All entries must be extracted exactly, with nothing added or dropped.

== DATA EXTRACTS ==

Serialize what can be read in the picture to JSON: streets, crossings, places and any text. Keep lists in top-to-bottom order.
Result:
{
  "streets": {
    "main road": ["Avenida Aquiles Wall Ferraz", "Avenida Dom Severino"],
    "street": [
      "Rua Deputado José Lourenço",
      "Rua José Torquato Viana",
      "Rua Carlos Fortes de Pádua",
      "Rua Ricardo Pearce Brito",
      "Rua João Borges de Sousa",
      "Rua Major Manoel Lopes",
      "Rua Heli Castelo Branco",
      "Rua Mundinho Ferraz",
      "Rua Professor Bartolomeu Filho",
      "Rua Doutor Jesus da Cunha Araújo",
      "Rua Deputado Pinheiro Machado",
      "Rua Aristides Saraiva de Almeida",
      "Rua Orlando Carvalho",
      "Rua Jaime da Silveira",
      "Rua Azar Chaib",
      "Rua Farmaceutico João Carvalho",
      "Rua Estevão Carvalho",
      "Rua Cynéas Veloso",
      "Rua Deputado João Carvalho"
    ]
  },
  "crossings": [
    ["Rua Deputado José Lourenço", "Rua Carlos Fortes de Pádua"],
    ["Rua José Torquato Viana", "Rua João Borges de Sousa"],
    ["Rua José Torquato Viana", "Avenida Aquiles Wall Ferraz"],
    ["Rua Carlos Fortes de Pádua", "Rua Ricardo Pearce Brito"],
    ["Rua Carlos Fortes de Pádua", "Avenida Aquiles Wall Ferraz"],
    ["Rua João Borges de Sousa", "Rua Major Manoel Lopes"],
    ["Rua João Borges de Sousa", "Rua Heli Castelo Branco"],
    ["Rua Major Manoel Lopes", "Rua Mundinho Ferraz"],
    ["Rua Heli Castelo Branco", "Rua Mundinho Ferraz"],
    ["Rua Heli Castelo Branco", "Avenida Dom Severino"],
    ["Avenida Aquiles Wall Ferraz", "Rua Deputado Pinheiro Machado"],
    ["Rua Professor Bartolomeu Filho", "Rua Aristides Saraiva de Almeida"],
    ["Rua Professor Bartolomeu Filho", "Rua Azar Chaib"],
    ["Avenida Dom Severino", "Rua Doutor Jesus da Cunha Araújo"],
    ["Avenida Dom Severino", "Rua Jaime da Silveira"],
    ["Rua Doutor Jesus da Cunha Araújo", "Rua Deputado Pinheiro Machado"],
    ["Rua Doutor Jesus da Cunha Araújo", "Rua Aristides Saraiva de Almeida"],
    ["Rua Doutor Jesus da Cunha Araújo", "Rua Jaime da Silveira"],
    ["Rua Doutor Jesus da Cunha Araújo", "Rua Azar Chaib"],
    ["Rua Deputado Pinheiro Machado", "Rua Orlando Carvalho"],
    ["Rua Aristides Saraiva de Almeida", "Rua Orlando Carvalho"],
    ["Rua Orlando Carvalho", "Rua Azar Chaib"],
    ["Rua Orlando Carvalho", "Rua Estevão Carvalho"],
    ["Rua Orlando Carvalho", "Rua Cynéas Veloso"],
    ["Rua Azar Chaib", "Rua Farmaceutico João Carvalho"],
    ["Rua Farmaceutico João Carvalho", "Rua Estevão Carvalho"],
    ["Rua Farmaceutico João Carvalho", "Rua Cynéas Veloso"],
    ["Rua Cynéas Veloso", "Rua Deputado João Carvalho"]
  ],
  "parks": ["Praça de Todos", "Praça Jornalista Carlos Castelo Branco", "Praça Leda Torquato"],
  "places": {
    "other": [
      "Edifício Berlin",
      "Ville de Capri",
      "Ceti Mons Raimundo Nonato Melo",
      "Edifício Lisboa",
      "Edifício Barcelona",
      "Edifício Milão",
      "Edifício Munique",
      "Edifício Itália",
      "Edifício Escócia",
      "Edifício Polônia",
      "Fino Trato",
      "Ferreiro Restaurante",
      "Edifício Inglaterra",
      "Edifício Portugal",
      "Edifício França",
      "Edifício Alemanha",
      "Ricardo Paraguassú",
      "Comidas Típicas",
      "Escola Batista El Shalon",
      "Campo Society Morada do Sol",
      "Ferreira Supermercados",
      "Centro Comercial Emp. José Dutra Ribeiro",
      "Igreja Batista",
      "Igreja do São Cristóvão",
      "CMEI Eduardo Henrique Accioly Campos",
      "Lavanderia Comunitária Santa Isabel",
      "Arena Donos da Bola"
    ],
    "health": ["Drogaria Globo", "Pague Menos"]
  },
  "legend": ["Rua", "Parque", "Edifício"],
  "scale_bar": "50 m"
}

===

TASK RESPONSE:
Serialize what can be read in the picture to JSON: streets, crossings, places and any text. Keep lists in top-to-bottom order.
Result:
{
  "streets": {
    "main road": ["Avenida Aquiles Wall Ferraz", "Avenida Dom Severino"],
    "street": [
      "Rua Deputado José Lourenço",
      "Rua José Torquato Viana",
      "Rua Carlos Fortes de Pádua",
      "Rua Ricardo Pearce Brito",
      "Rua João Borges de Sousa",
      "Rua Major Manoel Lopes",
      "Rua Heli Castelo Branco",
      "Rua Mundinho Ferraz",
      "Rua Professor Bartolomeu Filho",
      "Rua Doutor Jesus da Cunha Araújo",
      "Rua Deputado Pinheiro Machado",
      "Rua Aristides Saraiva de Almeida",
      "Rua Orlando Carvalho",
      "Rua Jaime da Silveira",
      "Rua Azar Chaib",
      "Rua Farmaceutico João Carvalho",
      "Rua Estevão Carvalho",
      "Rua Cynéas Veloso",
      "Rua Deputado João Carvalho"
    ]
  },
  "crossings": [
    ["Rua Deputado José Lourenço", "Rua Carlos Fortes de Pádua"],
    ["Rua José Torquato Viana", "Rua João Borges de Sousa"],
    ["Rua José Torquato Viana", "Avenida Aquiles Wall Ferraz"],
    ["Rua Carlos Fortes de Pádua", "Rua Ricardo Pearce Brito"],
    ["Rua Carlos Fortes de Pádua", "Avenida Aquiles Wall Ferraz"],
    ["Rua João Borges de Sousa", "Rua Major Manoel Lopes"],
    ["Rua João Borges de Sousa", "Rua Heli Castelo Branco"],
    ["Rua Major Manoel Lopes", "Rua Mundinho Ferraz"],
    ["Rua Heli Castelo Branco", "Rua Mundinho Ferraz"],
    ["Rua Heli Castelo Branco", "Avenida Dom Severino"],
    ["Avenida Aquiles Wall Ferraz", "Rua Deputado Pinheiro Machado"],
    ["Rua Professor Bartolomeu Filho", "Rua Aristides Saraiva de Almeida"],
    ["Rua Professor Bartolomeu Filho", "Rua Azar Chaib"],
    ["Avenida Dom Severino", "Rua Doutor Jesus da Cunha Araújo"],
    ["Avenida Dom Severino", "Rua Jaime da Silveira"],
    ["Rua Doutor Jesus da Cunha Araújo", "Rua Deputado Pinheiro Machado"],
    ["Rua Doutor Jesus da Cunha Araújo", "Rua Aristides Saraiva de Almeida"],
    ["Rua Doutor Jesus da Cunha Araújo", "Rua Jaime da Silveira"],
    ["Rua Doutor Jesus da Cunha Araújo", "Rua Azar Chaib"],
    ["Rua Deputado Pinheiro Machado", "Rua Orlando Carvalho"],
    ["Rua Aristides Saraiva de Almeida", "Rua Orlando Carvalho"],
    ["Rua Orlando Carvalho", "Rua Azar Chaib"],
    ["Rua Orlando Carvalho", "Rua Estevão Carvalho"],
    ["Rua Orlando Carvalho", "Rua Cynéas Veloso"],
    ["Rua Azar Chaib", "Rua Farmaceutico João Carvalho"],
    ["Rua Farmaceutico João Carvalho", "Rua Estevão Carvalho"],
    ["Rua Farmaceutico João Carvalho", "Rua Cynéas Veloso"],
    ["Rua Cynéas Veloso", "Rua Deputado João Carvalho"]
  ],
  "parks": ["Praça de Todos", "Praça Jornalista Carlos Castelo Branco", "Praça Leda Torquato"],
  "places": {
    "other": [
      "Edifício Berlin",
      "Ville de Capri",
      "Ceti Mons Raimundo Nonato Melo",
      "Edifício Lisboa",
      "Edifício Barcelona",
      "Edifício Milão",
      "Edifício Munique",
      "Edifício Itália",
      "Edifício Escócia",
      "Edifício Polônia",
      "Fino Trato",
      "Ferreiro Restaurante",
      "Edifício Inglaterra",
      "Edifício Portugal",
      "Edifício França",
      "Edifício Alemanha",
      "Ricardo Paraguassú",
      "Comidas Típicas",
      "Escola Batista El Shalon",
      "Campo Society Morada do Sol",
      "Ferreira Supermercados",
      "Centro Comercial Emp. José Dutra Ribeiro",
      "Igreja Batista",
      "Igreja do São Cristóvão",
      "CMEI Eduardo Henrique Accioly Campos",
      "Lavanderia Comunitária Santa Isabel",
      "Arena Donos da Bola"
    ],
    "health": ["Drogaria Globo", "Pague Menos"]
  },
  "legend": ["Rua", "Parque", "Edifício"],
  "scale_bar": "50 m"
}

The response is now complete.